Revision as of 17:30, 14 July 2017

Storing and Archiving Data on CIRCE

Research computing is committed to partnering with researchers to ensure computational resources are available and reliable for all research users. To this end it is important for research users to understand the proper usage, and limitations on our storage systems. Our basic levels of storage, as outlined below, are provided free of charge to research users. Since these resources are not unlimited, we must set user quotas to ensure availability and access for all users.

In addition to total storage size, we must also consider the number of files and directories stored. Unix-style file systems rely on data structures that contain information about the files, besides the file content.

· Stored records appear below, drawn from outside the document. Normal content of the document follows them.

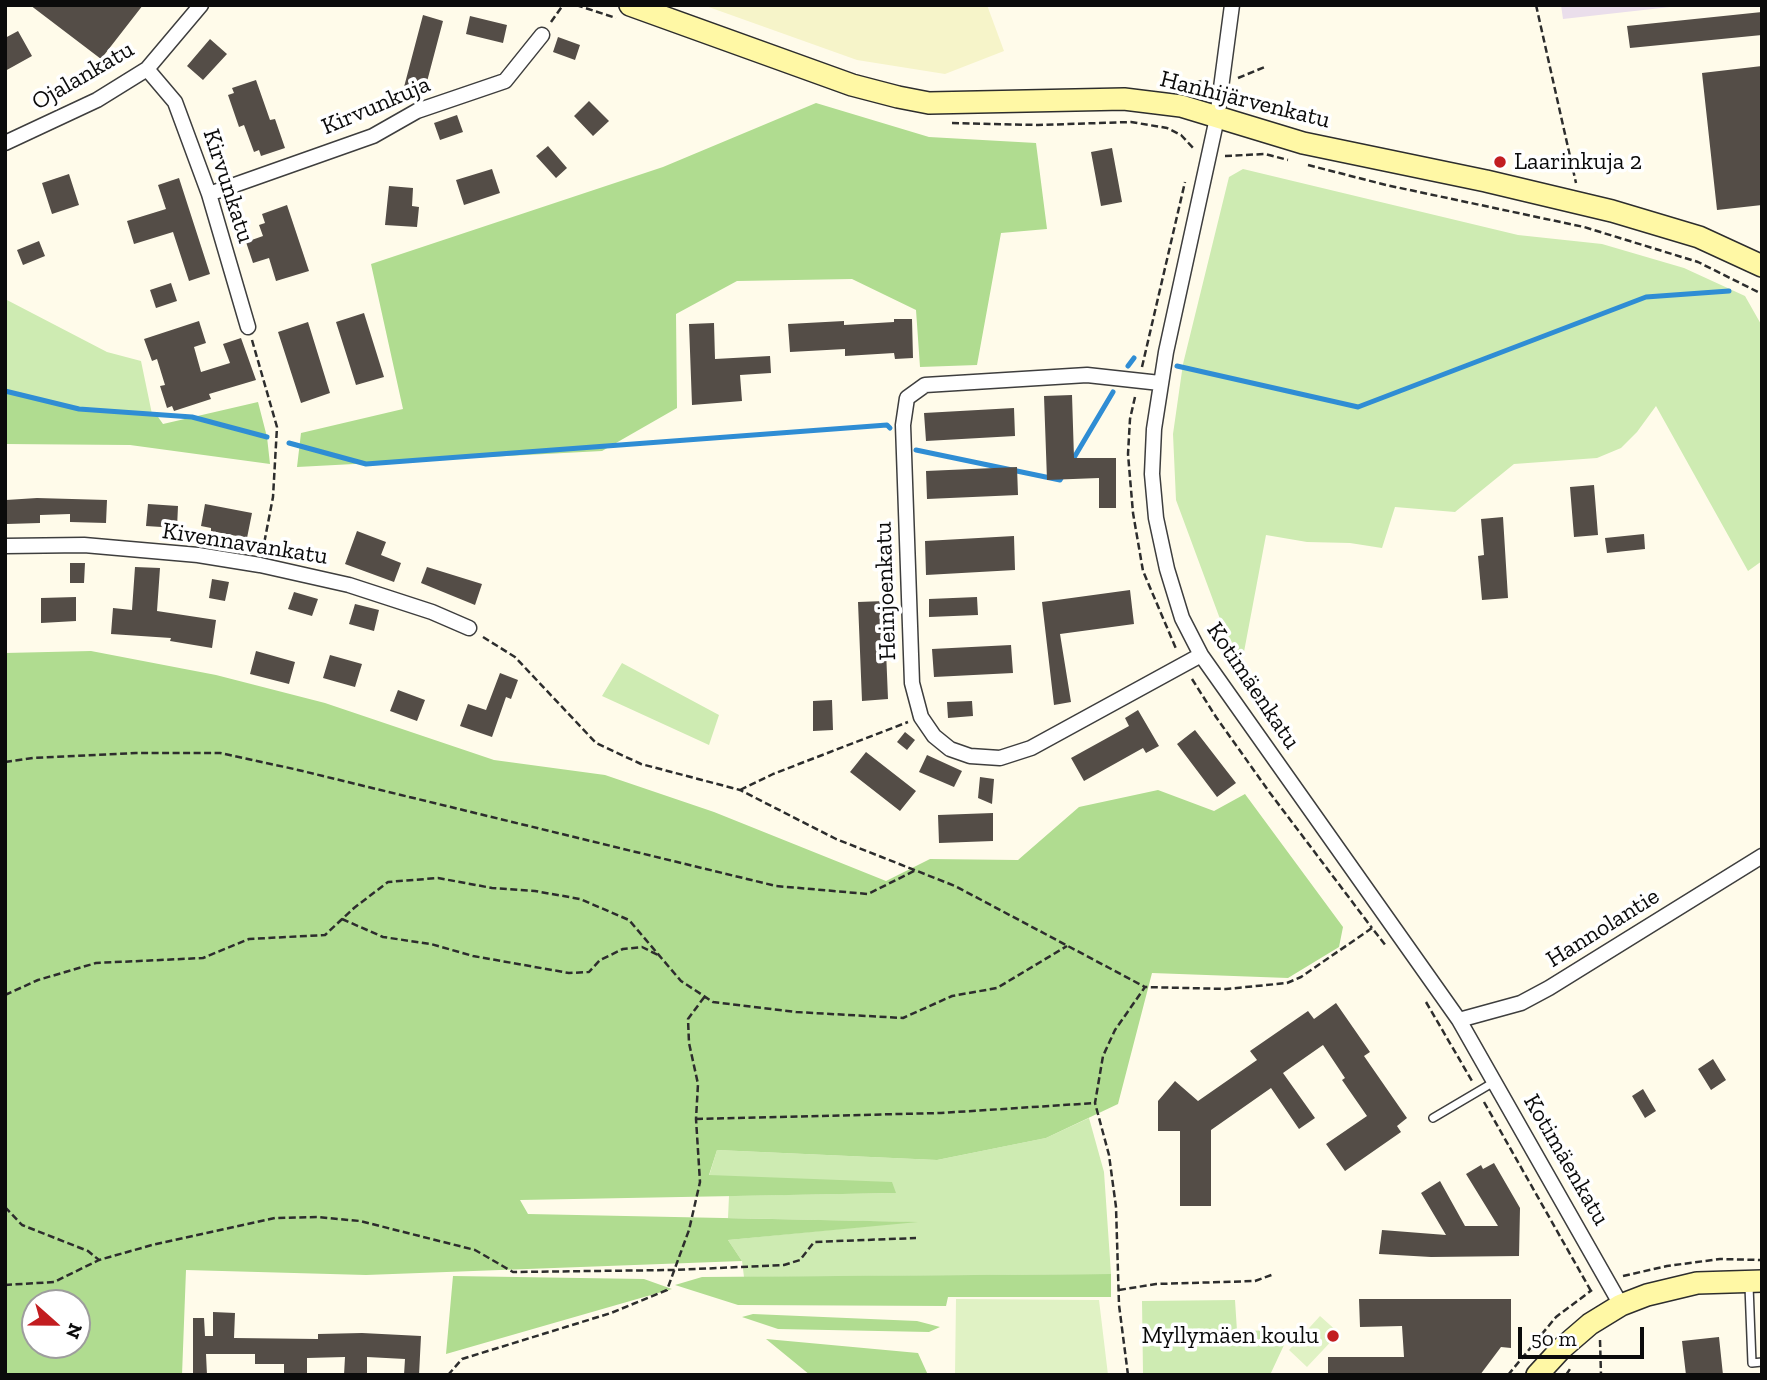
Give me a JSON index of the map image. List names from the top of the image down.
{
  "streets": {
    "street": [
      "Ojalankatu",
      "Hanhijärvenkatu",
      "Kirvunkuja",
      "Kirvunkatu",
      "Kivennavankatu",
      "Heinjoenkatu",
      "Kotimäenkatu",
      "Hannolantie"
    ]
  },
  "crossings": [
    ["Ojalankatu", "Kirvunkatu"],
    ["Hanhijärvenkatu", "Kotimäenkatu"],
    ["Kirvunkuja", "Kirvunkatu"],
    ["Heinjoenkatu", "Kotimäenkatu"],
    ["Kotimäenkatu", "Hannolantie"]
  ],
  "places": ["Laarinkuja 2", "Myllymäen koulu"],
  "scale_bar": "50 m",
  "north": "right"
}
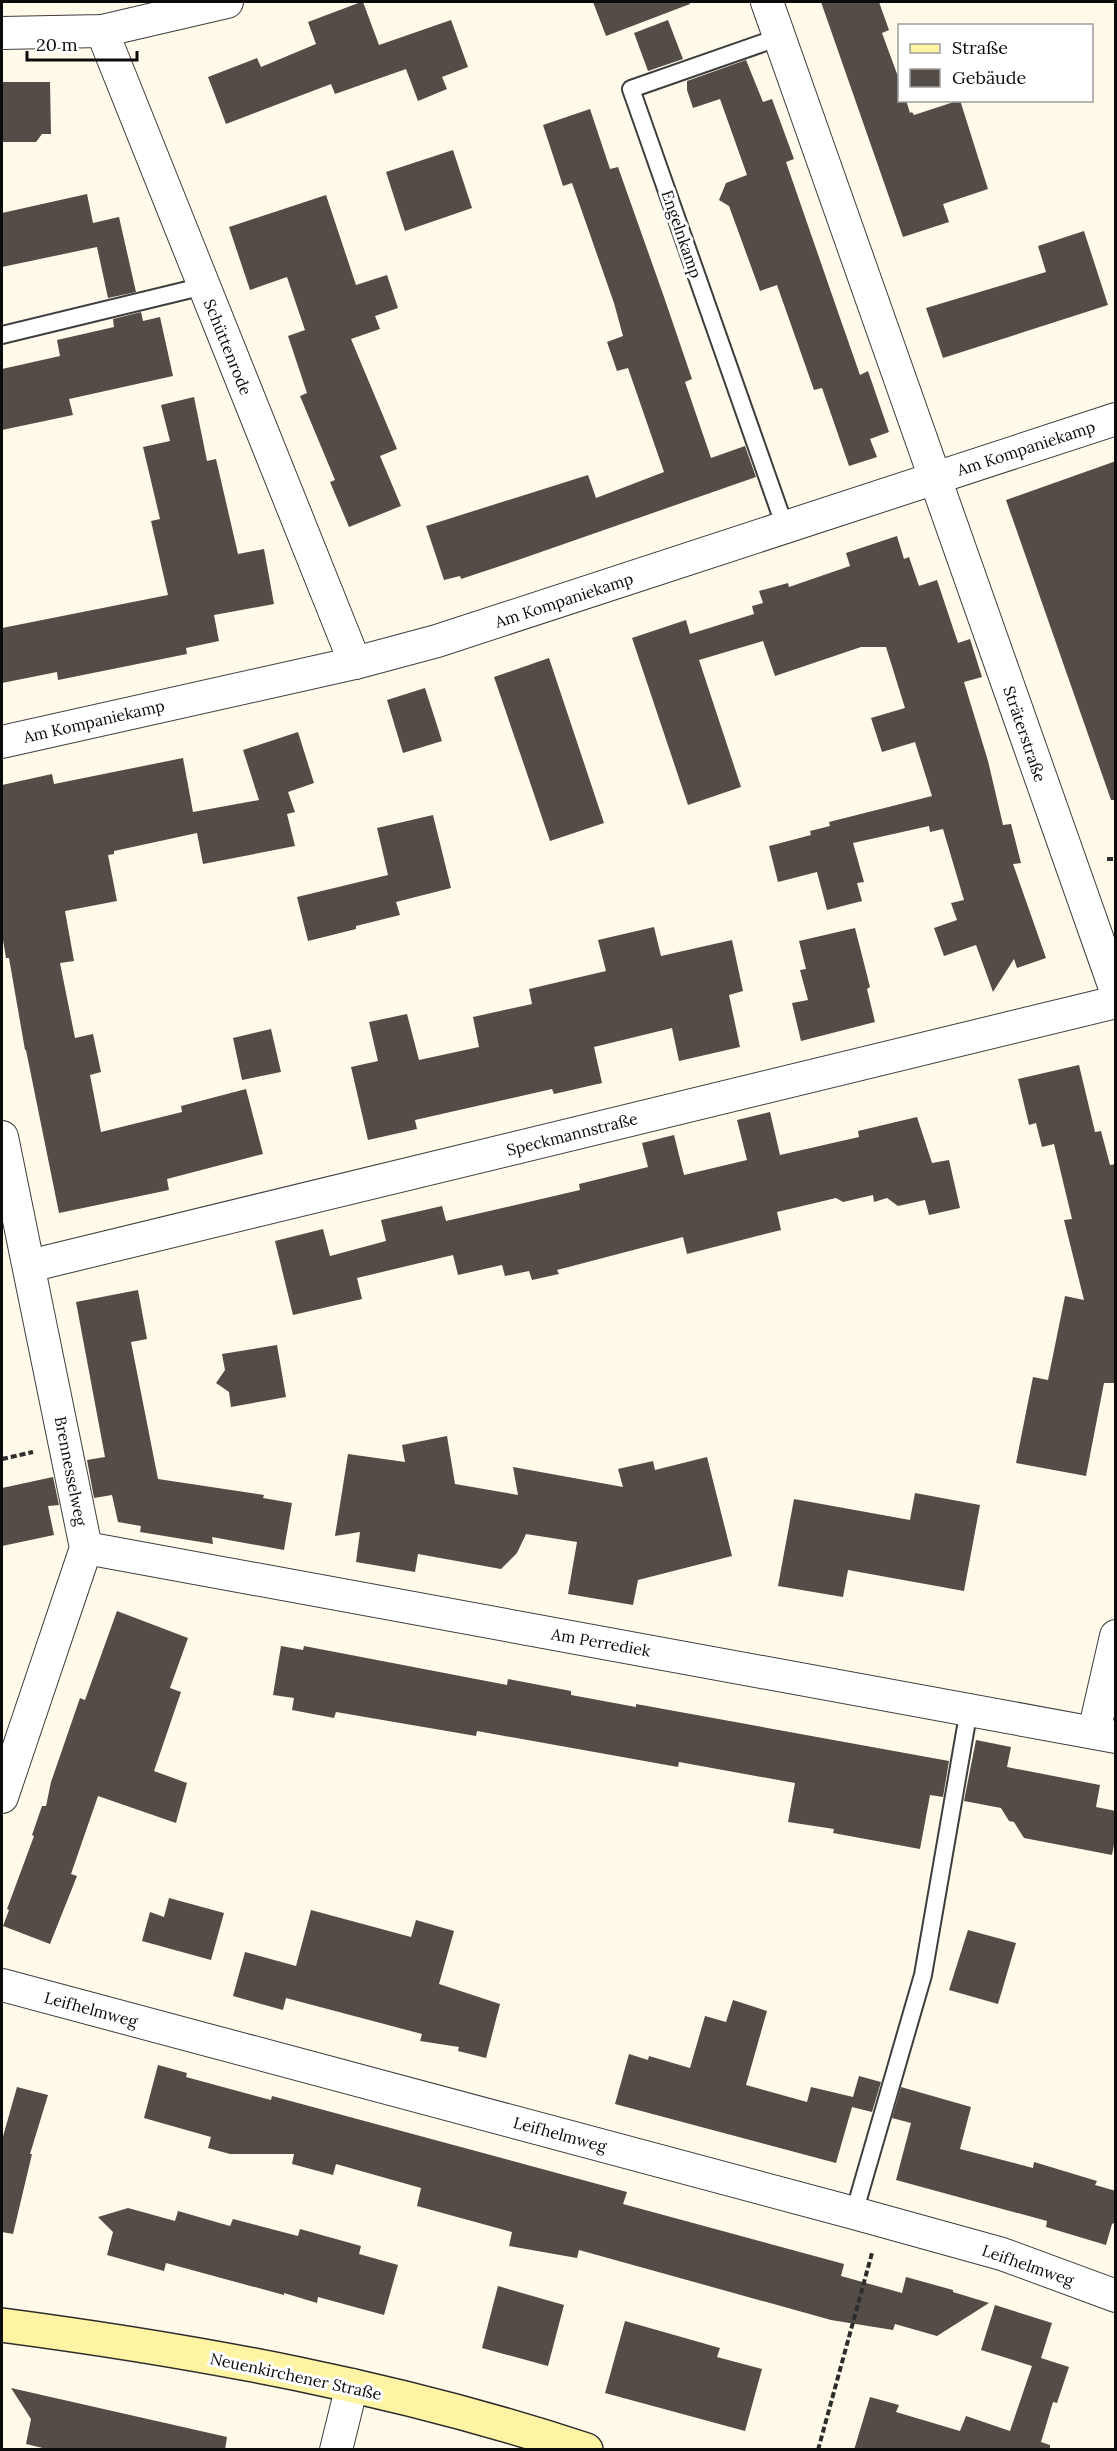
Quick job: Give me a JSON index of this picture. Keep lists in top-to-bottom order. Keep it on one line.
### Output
{"streets":{"main road":["Neuenkirchener Straße"],"street":["Schüttenrode","Am Kompaniekamp","Sträterstraße","Speckmannstraße","Brennesselweg","Am Perrediek","Leifhelmweg"],"lane":["Engelnkamp"]},"crossings":[["Engelnkamp","Am Kompaniekamp"],["Schüttenrode","Am Kompaniekamp"],["Am Kompaniekamp","Sträterstraße"],["Speckmannstraße","Brennesselweg"],["Brennesselweg","Am Perrediek"]],"legend":["Straße","Gebäude"],"scale_bar":"20 m"}
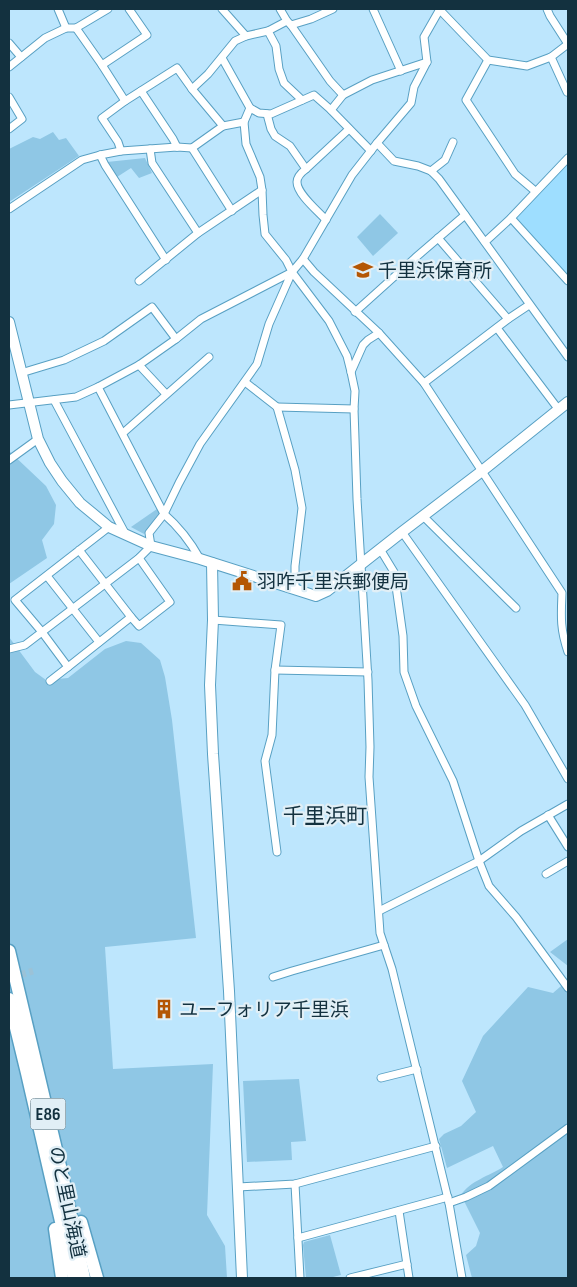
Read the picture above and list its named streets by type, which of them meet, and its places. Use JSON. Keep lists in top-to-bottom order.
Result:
{
  "streets": {
    "highway": ["E86", "のと里山海道"]
  },
  "districts": ["千里浜町"],
  "places": {
    "school or university": ["千里浜保育所"],
    "public building": ["羽咋千里浜郵便局"],
    "building": ["ユーフォリア千里浜"]
  }
}
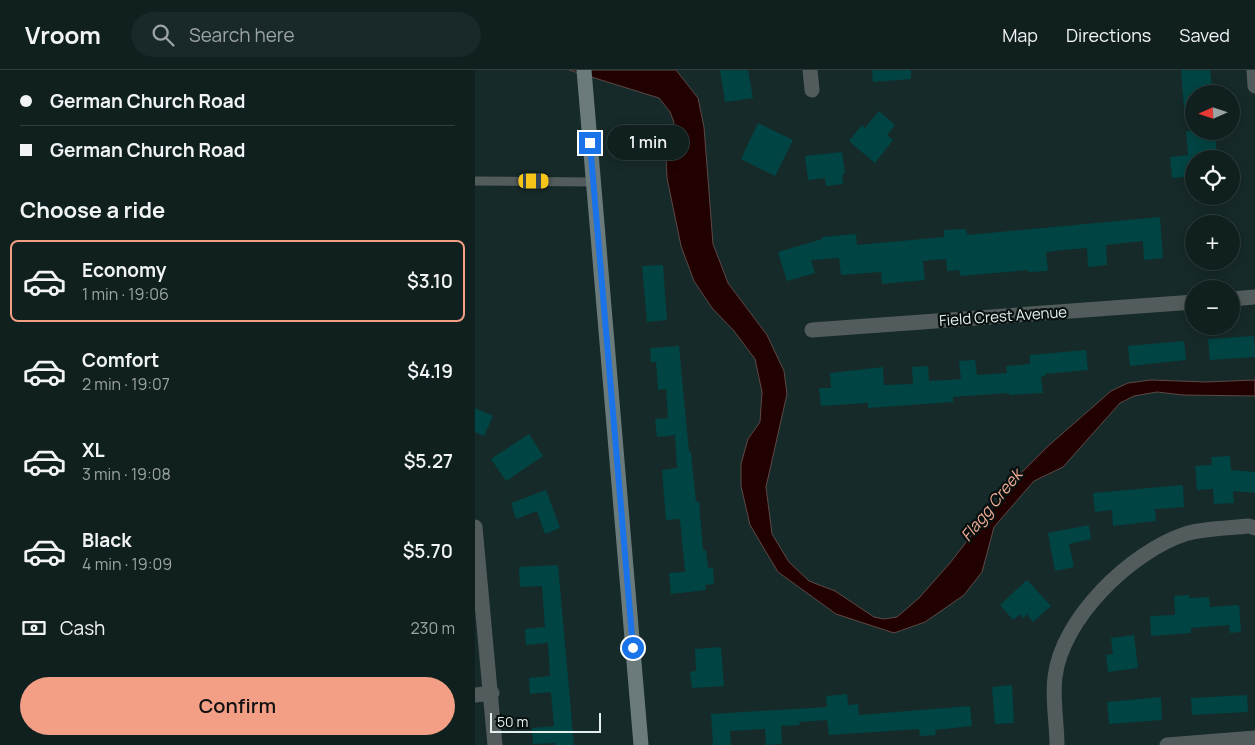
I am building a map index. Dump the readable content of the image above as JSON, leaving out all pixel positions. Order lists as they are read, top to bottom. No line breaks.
{"streets":{"street":["Field Crest Avenue"]},"water":["Flagg Creek"],"scale_bar":"50 m","north":"left","page":{"header":"Vroom","search":"Search here","nav":["Map","Directions","Saved"],"banner":["German Church Road","German Church Road"],"map_buttons":["+","−"],"bubble":"1 min","heading":"Choose a ride","list":[{"name":"Economy","note":"1 min · 19:06","value":"$3.10"},{"name":"Comfort","note":"2 min · 19:07","value":"$4.19"},{"name":"XL","note":"3 min · 19:08","value":"$5.27"},{"name":"Black","note":"4 min · 19:09","value":"$5.70"}],"pay":["Cash","230 m"],"buttons":"Confirm","scale":"50 m"}}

Each file and directory has an associated inode, which contains metadata (data that describes data) as well as owner and permission details. Each file system has a designated number of inodes, so it is possible to run out of inodes. When this happens, new files cannot be created on the file system, even though there may be free space available.

Directories and usage

The following lists the directories, their intended usage, and the limitations:

Home Directory (/home): Storage of research data after processing. The home directories have a 200G size limit with a maximum of 62,600 files/directories (inodes) per user. The user home directories are backed up nightly.

Group Shares Directory (/shares): Storage of data and files that is intended to be shared with others in a research group. The shares directories have a 2TB size limit with a maximum of 626,000 files/directories. The group shares directories are backed up on a regular basis.

Work Directory (/work): Scratch space for research data being processed. The work directories have a 2TB limit with a maximum of 626,000 files/directories per user. Data stored on the work directory file system is not backed up in any way. We strongly encourage that users do not store important data here. Although every attempt will be made to not do so without warning, data on this partition can be removed at any time to ensure system operability.

Archiving and compressing data

When faced with inode limitations, archiving your unused files allows you to free up inode space. Compressing directories and files allows all of the inodes (used for both files and subdirectories) to be encapsulated into one file, thereby reducing the number of inodes you are using. It is important to remove the target files after archiving them to ensure the inode count is in fact reduced. If all inodes are consumed on a file system, new files will not be able to be created, which will cause jobs running on the system to be stopped, and in some cases, users may not be able to log in to the system at all.

In order to assist users with data archiving and management, the following tar examples are provided as reference.

1. tar -cvf archive_name.tar directory-or-files

In the example above, a new archive file will be created using the contents of a directory. The "directory-or-files" variable can be either a directory containing the files to be archived, or it can be a space separated list of files and directories.

2. gzip archive_name.tar

This will compress (size reduction) the archive file using gzip. The resulting file will have the ".tar.gz" extension. Files can be extracted from, but not appended to, a compressed archive.

3. tar -rvf archive_name.tar file-to-add

Using the "-r" flag will add a file to an existing archive file. As in examples 1 and 3, the "file-to-add" can be a single file or a list of files and directories. Only uncompressed .tar archives can have files appended to them, however.

4. tar -tvf name_of_archive.tar<.gz>

List all directories and files in an archive. This works on both compressed and uncompressed archive files.

5. tar -xvf name_of_archive.tar<.gz> '*/file1' '*/file2'

This command allows you to extract files from an archive. The single quotes and asterisk allow you to extract multiple files without specifying the full path in the archive.